# Try it
For the listing below, show each line that includes the string "stream".
Source records section start
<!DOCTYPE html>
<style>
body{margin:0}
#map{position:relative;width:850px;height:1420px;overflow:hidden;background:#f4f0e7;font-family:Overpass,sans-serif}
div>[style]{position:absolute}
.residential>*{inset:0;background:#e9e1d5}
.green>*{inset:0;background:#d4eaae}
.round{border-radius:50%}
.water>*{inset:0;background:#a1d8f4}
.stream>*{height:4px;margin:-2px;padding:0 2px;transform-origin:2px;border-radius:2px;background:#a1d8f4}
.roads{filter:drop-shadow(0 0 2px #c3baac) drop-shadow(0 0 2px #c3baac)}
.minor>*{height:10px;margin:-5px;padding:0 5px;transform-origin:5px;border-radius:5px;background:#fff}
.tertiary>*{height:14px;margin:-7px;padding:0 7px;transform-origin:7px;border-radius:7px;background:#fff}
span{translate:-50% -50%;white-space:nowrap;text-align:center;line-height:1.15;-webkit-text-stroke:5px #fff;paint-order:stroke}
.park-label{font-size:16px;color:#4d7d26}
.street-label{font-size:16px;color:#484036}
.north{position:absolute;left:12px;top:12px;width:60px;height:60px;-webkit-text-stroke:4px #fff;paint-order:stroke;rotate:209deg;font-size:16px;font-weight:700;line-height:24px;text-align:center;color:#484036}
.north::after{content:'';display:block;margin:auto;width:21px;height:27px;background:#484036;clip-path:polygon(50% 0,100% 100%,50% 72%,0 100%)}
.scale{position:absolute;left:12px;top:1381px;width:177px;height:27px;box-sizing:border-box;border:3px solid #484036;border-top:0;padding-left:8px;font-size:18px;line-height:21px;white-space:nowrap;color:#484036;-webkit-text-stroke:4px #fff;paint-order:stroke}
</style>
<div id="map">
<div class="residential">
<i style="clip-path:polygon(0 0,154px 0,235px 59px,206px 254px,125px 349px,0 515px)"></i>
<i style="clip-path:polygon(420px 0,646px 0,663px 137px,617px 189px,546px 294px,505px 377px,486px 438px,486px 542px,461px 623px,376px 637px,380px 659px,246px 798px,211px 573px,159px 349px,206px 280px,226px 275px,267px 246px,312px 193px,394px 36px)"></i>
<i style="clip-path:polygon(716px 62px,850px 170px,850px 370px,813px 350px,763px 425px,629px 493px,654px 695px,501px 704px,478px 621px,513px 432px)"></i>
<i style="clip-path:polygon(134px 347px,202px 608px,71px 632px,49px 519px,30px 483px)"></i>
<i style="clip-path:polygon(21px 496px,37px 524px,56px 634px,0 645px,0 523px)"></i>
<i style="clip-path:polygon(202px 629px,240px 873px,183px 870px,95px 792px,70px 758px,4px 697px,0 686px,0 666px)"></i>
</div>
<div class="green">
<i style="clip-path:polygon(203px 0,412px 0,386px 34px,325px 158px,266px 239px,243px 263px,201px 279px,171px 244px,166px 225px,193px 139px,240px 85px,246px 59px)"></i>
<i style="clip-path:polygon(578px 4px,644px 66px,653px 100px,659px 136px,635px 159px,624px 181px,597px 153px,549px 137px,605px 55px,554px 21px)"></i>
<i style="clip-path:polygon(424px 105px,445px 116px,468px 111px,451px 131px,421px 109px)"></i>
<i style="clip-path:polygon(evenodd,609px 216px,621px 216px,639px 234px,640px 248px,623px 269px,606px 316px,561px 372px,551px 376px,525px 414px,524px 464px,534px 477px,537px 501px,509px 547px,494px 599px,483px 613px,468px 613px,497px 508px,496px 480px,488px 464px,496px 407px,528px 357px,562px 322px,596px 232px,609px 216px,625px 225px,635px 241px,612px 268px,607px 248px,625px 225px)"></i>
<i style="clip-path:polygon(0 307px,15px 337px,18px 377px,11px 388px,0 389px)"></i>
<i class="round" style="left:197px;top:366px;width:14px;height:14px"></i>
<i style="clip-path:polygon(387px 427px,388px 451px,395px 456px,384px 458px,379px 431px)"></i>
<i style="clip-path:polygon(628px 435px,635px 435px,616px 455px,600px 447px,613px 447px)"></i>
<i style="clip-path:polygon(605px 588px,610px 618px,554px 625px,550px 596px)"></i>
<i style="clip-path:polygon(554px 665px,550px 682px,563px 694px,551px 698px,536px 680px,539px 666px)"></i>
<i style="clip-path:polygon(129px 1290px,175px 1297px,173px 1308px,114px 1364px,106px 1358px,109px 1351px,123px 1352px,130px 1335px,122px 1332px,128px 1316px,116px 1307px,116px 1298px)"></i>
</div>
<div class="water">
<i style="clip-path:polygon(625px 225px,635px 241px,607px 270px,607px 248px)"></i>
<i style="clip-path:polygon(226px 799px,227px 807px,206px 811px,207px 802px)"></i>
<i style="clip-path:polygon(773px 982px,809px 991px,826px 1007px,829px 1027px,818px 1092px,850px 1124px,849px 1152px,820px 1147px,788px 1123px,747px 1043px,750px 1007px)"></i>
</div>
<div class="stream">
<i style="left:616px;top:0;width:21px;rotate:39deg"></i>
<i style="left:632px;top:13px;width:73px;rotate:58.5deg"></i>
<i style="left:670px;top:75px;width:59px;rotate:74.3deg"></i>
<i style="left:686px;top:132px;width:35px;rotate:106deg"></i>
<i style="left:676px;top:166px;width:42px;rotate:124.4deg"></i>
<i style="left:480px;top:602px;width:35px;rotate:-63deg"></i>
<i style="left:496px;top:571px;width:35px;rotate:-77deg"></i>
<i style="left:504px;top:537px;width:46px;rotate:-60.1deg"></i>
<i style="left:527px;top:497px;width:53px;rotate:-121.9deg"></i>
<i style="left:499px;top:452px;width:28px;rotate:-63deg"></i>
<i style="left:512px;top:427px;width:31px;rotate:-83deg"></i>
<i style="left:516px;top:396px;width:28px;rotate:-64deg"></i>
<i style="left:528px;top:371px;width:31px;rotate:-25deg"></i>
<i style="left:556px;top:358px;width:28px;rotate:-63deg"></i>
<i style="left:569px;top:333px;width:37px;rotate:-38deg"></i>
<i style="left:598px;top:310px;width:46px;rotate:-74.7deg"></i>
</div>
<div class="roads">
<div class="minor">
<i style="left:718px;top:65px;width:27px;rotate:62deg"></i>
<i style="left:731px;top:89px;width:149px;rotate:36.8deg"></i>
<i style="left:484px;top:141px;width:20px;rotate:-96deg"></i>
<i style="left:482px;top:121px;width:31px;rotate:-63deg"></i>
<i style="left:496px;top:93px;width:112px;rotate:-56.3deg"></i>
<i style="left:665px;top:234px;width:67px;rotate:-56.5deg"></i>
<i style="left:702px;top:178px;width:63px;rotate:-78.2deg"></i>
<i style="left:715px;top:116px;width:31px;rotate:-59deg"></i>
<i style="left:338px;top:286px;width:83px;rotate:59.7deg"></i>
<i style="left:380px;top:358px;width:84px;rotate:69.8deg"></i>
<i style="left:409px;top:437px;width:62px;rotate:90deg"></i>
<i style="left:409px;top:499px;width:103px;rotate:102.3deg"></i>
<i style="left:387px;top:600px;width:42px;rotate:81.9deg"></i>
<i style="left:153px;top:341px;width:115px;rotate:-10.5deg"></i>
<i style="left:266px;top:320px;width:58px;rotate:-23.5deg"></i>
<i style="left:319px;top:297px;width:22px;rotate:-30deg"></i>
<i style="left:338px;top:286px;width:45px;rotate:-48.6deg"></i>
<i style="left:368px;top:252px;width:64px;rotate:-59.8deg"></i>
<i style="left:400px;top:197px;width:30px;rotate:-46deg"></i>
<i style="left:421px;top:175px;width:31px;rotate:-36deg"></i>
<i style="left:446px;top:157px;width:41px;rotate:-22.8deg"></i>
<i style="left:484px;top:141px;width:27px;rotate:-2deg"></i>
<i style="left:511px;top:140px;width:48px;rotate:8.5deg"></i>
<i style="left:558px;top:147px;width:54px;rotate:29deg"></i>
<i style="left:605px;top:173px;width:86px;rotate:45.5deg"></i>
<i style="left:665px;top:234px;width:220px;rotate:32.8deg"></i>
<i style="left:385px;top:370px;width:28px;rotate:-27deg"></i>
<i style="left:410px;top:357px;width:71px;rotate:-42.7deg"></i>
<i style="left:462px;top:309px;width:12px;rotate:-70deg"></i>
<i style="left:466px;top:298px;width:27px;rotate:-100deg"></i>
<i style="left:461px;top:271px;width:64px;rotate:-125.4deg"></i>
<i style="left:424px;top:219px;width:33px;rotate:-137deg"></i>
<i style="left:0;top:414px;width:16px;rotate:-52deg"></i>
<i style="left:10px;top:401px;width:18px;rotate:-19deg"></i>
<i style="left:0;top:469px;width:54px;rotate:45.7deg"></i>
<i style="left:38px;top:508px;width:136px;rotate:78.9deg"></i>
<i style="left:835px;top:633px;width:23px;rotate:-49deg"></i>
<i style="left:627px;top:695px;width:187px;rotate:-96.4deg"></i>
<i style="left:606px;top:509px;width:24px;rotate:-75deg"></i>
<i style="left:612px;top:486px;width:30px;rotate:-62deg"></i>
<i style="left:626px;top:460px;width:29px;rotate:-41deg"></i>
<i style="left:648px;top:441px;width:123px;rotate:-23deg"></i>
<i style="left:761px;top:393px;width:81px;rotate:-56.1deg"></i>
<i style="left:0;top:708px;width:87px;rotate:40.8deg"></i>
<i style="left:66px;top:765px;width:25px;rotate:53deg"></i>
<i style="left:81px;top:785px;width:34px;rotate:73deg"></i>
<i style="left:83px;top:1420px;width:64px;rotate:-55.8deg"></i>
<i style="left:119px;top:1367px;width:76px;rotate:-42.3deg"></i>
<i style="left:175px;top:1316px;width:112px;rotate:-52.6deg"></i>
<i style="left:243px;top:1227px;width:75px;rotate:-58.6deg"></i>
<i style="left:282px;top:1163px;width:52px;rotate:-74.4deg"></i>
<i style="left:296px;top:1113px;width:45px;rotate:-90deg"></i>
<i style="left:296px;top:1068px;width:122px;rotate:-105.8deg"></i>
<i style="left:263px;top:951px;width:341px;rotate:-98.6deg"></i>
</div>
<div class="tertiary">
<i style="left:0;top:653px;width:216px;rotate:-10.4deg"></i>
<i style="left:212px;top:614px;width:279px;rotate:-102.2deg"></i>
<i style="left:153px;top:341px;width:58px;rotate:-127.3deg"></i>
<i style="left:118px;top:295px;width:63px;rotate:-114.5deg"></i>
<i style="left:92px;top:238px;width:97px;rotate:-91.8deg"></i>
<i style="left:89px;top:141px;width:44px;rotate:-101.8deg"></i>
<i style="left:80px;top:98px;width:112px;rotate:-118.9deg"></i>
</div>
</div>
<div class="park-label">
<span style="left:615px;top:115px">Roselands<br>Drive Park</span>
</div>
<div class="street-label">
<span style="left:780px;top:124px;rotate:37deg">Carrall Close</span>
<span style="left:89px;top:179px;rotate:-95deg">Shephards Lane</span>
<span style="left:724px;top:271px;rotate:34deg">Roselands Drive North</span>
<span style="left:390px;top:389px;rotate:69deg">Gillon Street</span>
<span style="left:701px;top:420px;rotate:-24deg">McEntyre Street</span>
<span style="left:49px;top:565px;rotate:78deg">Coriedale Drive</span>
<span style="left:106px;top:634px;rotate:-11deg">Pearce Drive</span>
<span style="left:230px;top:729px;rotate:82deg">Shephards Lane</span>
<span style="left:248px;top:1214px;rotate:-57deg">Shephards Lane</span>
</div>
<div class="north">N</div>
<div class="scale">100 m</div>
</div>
Source records section end
# Answer box
.stream>*{height:4px;margin:-2px;padding:0 2px;transform-origin:2px;border-radius:2px;background:#a1d8f4}
<div class="stream">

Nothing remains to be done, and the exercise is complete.